■ SUPPLIED INFORMATION

★ ★ ★ ★ ★

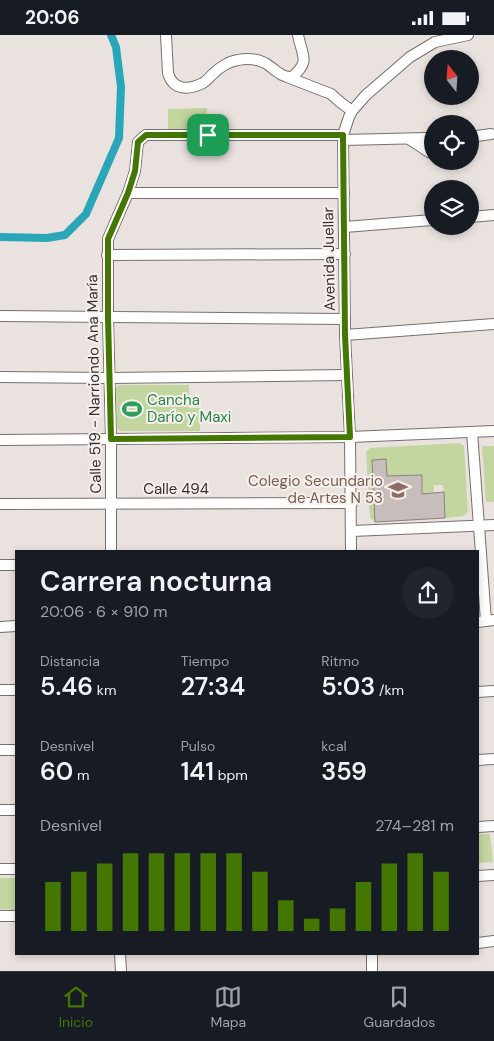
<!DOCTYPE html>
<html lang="es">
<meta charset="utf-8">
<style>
:root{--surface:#171b24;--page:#20242c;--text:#f1f3f6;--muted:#9ea1a6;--line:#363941;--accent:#447701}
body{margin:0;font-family:"DM Sans",sans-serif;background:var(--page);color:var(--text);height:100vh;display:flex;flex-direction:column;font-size:19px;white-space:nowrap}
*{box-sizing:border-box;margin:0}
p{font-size:16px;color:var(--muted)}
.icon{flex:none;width:28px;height:28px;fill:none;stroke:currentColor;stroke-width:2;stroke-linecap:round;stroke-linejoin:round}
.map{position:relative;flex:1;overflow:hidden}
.drawer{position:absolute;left:15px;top:515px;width:464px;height:405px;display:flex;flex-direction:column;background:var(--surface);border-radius:0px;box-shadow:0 2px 8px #0003}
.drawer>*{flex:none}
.needle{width:32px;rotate:343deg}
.controls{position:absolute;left:424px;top:15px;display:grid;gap:10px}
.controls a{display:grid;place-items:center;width:55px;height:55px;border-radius:50%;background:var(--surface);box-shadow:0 2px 8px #0003;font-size:25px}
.pin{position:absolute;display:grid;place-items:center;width:42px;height:42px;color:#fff;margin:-21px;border-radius:10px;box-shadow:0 2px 8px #0006}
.round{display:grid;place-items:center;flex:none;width:52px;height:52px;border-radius:26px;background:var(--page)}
.overview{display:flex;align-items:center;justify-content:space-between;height:85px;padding:0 25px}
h1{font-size:28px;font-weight:600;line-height:38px}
.stats{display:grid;grid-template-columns:repeat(3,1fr);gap:8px;height:85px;padding:5px 25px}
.stats div{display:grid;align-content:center}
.stats b{font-size:25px;font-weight:600}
.stats small{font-size:14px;font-weight:400}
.stats p{font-size:14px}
.chart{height:140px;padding:10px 25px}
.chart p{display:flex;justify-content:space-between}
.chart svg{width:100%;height:90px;margin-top:5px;stroke:var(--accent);stroke-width:6}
.status{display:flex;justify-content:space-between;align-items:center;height:35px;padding:0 25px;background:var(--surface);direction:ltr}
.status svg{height:14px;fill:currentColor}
.menu{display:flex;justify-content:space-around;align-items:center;height:70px;border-top:1px solid var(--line);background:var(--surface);font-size:14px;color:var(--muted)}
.menu a{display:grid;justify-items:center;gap:2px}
.menu .selected{color:var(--accent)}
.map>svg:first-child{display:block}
.green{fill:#c3d6a0}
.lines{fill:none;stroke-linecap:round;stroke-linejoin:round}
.canal{stroke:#29a7b9;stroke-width:8}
.building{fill:#c7bebc;stroke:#89817f}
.minor-casing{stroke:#77706d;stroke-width:12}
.minor{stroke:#fff;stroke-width:10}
.route-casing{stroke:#fff;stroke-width:10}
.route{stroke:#447701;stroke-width:6}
.labels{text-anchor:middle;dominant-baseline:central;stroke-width:4;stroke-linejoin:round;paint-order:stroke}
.street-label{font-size:15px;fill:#343130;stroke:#f7efeb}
.leisure-label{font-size:15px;fill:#27864d;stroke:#f7efeb;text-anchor:start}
.education-label{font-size:15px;fill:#785e54;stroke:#f7efeb;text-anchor:end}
</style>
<div class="status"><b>20:06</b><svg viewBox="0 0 49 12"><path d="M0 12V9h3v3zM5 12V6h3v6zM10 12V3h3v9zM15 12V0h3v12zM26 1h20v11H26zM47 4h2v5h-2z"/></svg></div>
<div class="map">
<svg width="494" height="936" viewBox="0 0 494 936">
<rect width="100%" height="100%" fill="#eae2de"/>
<g class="green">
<polygon points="207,73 206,95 168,95 168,74"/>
<polygon points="119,350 189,350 189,373 200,373 200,396 120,396 117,393 116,353"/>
<polygon points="459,408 464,411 468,477 464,481 445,483 443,450 434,450 434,457 423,459 421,440 387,441 386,424 372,425 375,487 370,483 366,417 370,413"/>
<polygon points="482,411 494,411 494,467 486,467"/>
<polygon points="478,799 490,799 493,827 478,828"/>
<polygon points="0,843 16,843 16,875 0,874"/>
</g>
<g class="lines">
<polyline class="canal" points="0,202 47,203 65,200 86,179 119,103 121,52 116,12 111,0"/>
</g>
<polygon class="building" points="386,424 387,441 422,440 422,459 444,457 445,483 375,487 372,425"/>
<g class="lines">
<defs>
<g id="minor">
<path d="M 166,0 L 168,38 C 173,56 189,55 203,48 C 208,45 210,41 214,38 C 220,32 230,26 238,25 C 247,23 257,24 265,28 C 274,33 281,43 292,42 C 311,26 302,21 298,0"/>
<polyline points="287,42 331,59 340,67 352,76"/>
<polyline points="470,102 491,99"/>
<polyline points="409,104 429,117 432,118"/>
<polyline points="343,105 427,103 432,105"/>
<polyline points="128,158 344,158"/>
<polyline points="470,182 494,180"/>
<polyline points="345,192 432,185"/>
<polyline points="107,220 345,219"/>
<polyline points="0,281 345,284"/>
<polyline points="345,300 494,289"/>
<polyline points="0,342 110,343 346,340"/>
<polyline points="472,397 486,586"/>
<polyline points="0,405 350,402 494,396"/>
<polyline points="0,469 352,468"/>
<polyline points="352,496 494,490"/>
<polyline points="111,516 111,404 108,282 108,204 128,158 135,136 138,107 146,100 343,100"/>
<polyline points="351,516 350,402 345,300 343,100 349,82 352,76 366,60 410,22 435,7 468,0"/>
<polyline points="0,530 16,530"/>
<polyline points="478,587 494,585"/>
<polyline points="0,592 16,591"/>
<polyline points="0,655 16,655"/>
<polyline points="478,657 494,656"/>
<polyline points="0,715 16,715"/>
<polyline points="478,725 494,724"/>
<polyline points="0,775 16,775"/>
<polyline points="478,792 494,791"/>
<polyline points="0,834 16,834"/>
<polyline points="478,841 494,840"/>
<polyline points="0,881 16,881"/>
<polyline points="478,908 494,906"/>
<polyline points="120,919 121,936"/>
<polyline points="372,919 372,936"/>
</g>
</defs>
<use href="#minor" class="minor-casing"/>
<use href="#minor" class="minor"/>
</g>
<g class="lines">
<defs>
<polygon id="route" points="146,100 343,100 345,300 350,402 111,404 108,282 108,204 128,158 135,136 138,107"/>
</defs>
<use href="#route" class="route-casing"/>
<use href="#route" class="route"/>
</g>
<defs>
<symbol id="stadium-bare" viewBox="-9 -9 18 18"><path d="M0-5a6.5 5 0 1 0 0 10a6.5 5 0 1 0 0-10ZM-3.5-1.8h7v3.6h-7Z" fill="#2e9e5b" stroke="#f7efeb" stroke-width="2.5" paint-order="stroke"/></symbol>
<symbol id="school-bare" viewBox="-9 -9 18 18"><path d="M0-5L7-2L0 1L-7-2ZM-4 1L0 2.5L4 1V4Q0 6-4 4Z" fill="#8d6e63" stroke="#f7efeb" stroke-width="2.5" paint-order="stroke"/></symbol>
</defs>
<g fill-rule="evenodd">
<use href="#stadium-bare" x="118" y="360" width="28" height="28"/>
<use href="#school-bare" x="384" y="441" width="28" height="28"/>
</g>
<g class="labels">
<g class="street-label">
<text transform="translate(329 224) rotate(-91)">Avenida Juellar</text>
<text transform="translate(94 349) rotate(-91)">Calle 519 - Narriondo Ana María</text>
<text x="176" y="454">Calle 494</text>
</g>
<g class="leisure-label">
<text x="147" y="365">Cancha<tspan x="147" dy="17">Darío y Maxi</tspan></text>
</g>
<g class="education-label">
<text x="383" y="446">Colegio Secundario<tspan x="383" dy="17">de Artes N 53</tspan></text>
</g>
</g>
</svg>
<div class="controls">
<a><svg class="needle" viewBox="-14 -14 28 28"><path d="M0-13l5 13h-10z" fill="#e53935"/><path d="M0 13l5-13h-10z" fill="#9ea1a6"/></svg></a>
<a><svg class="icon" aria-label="locate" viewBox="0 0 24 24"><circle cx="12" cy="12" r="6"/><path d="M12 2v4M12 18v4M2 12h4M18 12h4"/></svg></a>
<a><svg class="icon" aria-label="layers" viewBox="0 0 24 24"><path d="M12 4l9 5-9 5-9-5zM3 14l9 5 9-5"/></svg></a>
</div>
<div class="pin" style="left:208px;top:100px;background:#1e9e55"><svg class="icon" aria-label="arrive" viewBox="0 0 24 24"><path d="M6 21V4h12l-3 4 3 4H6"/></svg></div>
<section class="drawer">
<div class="overview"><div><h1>Carrera nocturna</h1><p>20:06 · 6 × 910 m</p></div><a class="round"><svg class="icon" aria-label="share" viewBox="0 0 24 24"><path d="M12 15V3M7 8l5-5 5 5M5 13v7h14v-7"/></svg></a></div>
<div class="stats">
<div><p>Distancia</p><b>5.46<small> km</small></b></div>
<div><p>Tiempo</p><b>27:34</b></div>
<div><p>Ritmo</p><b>5:03<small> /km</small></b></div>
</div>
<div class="stats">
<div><p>Desnivel</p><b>60<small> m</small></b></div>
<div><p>Pulso</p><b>141<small> bpm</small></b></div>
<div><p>kcal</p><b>359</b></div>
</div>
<div class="chart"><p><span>Desnivel</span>274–281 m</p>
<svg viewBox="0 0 160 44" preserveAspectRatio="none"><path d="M5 44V20M15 44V15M25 44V11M35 44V6M45 44V6M55 44V6M65 44V6M75 44V6M85 44V15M95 44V29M105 44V38M115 44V33M125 44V20M135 44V11M145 44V6M155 44V15"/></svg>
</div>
</section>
</div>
<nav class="menu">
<a class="selected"><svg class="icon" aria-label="home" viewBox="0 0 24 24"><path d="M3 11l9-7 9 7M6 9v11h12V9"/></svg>Inicio</a>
<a><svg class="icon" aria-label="map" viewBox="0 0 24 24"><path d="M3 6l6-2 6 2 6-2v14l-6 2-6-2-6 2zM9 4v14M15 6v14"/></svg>Mapa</a>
<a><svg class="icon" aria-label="saved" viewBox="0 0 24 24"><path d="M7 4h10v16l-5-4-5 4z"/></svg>Guardados</a>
</nav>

★ ★ ★ ★ ★

Set down only the line containing "<div><p>Desnivel</p><b>60<small> m</small></b></div>" and the lines after it through the end, exactly as they appear above.

<div><p>Desnivel</p><b>60<small> m</small></b></div>
<div><p>Pulso</p><b>141<small> bpm</small></b></div>
<div><p>kcal</p><b>359</b></div>
</div>
<div class="chart"><p><span>Desnivel</span>274–281 m</p>
<svg viewBox="0 0 160 44" preserveAspectRatio="none"><path d="M5 44V20M15 44V15M25 44V11M35 44V6M45 44V6M55 44V6M65 44V6M75 44V6M85 44V15M95 44V29M105 44V38M115 44V33M125 44V20M135 44V11M145 44V6M155 44V15"/></svg>
</div>
</section>
</div>
<nav class="menu">
<a class="selected"><svg class="icon" aria-label="home" viewBox="0 0 24 24"><path d="M3 11l9-7 9 7M6 9v11h12V9"/></svg>Inicio</a>
<a><svg class="icon" aria-label="map" viewBox="0 0 24 24"><path d="M3 6l6-2 6 2 6-2v14l-6 2-6-2-6 2zM9 4v14M15 6v14"/></svg>Mapa</a>
<a><svg class="icon" aria-label="saved" viewBox="0 0 24 24"><path d="M7 4h10v16l-5-4-5 4z"/></svg>Guardados</a>
</nav>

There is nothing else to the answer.